See [Universal Dependencies v2.7 License Agreement](https://lindat.mff.cuni.cz/repository/xmlui/page/license-ud-2.7) and [Universal Dependencies v2.5 License Agreement](https://lindat.mff.cuni.cz/repository/xmlui/page/licence-UD-2.5) for details.


## Automatic download
The pre-trained models can be automatically downloaded  with the `from_pretrained` method in the Python mode. Select the model name of a pre-trained model (see the column **Model name** in [Model performance (UD2.7)](https://gitlab.clarin-pl.eu/syntactic-tools/combo/-/blob/master/docs/performance.md), [UD2.5-trained COMBO models](https://docs.google.com/spreadsheets/d/1WFYc2aLRa1jw7le030HOacv9fc4zmtqiZtRQY6gl5mc/edit#gid=0) and [enhanced COMBO models](https://docs.google.com/spreadsheets/d/1WFYc2aLRa1jw7le030HOacv9fc4zmtqiZtRQY6gl5mc/edit#gid=1757180324)) and pass the name as an attribute of the `from_pretrained` method:

```python
from combo.predict import COMBO

nlp = COMBO.from_pretrained("polish-herbert-base")
```
If the model name doesn't match any model on the pre-trained model lists, COMBO looks for a model in local env.

## Manual download

If you want to use COMBO in the command-line mode, you need to manually download a pre-trained model.
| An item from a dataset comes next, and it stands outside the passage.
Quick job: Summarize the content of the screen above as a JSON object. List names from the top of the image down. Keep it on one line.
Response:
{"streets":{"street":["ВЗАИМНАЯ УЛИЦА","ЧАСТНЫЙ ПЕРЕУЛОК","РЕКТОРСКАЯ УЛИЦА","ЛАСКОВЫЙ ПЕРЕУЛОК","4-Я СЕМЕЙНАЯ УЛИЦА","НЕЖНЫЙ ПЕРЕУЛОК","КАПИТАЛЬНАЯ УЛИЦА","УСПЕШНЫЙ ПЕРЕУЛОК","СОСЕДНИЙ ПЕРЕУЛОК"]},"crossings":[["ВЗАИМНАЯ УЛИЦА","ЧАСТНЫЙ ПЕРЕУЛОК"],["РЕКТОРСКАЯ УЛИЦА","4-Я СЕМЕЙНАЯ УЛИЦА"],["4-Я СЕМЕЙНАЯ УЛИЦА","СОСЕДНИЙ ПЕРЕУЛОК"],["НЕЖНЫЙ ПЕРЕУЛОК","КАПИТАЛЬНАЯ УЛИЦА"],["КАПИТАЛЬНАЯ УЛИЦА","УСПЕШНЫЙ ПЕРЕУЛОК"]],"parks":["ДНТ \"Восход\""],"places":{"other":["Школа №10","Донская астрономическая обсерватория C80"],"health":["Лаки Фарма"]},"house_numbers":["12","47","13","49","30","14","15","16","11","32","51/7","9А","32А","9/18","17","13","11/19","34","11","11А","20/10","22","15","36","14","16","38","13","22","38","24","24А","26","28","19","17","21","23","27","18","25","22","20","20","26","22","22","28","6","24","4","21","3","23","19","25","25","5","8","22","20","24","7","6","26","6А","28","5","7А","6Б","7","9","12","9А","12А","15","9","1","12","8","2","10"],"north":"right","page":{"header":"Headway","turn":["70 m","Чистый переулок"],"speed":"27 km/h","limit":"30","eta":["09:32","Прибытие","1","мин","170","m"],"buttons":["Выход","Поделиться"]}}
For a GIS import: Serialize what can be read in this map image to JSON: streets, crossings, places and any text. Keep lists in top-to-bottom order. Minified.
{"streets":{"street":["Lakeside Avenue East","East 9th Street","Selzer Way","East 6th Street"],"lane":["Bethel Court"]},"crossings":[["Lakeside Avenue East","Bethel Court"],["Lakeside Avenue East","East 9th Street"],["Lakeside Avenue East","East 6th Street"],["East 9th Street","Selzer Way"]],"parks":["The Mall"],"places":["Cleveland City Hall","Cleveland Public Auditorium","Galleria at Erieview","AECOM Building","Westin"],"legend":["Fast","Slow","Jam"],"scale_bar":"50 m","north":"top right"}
The pre-trained models can be manually downloaded to a local disk with the `wget` package.  The links to the pre-trained models are listed in the column **Model name** in [Model performance (UD2.7)](https://gitlab.clarin-pl.eu/syntactic-tools/combo/-/blob/master/docs/performance.md), or **Model link** in [UD2.5-trained COMBO models](https://docs.google.com/spreadsheets/d/1WFYc2aLRa1jw7le030HOacv9fc4zmtqiZtRQY6gl5mc/edit#gid=0) and [enhanced COMBO models](https://docs.google.com/spreadsheets/d/1WFYc2aLRa1jw7le030HOacv9fc4zmtqiZtRQY6gl5mc/edit#gid=1757180324).

```bash
wget http://mozart.ipipan.waw.pl/~mklimaszewski/models/polish-herbert-base.tar.gz
```

The path to the downloaded model should be passed as a parameter for COMBO in CLI (see [prediction doc](prediction.md)).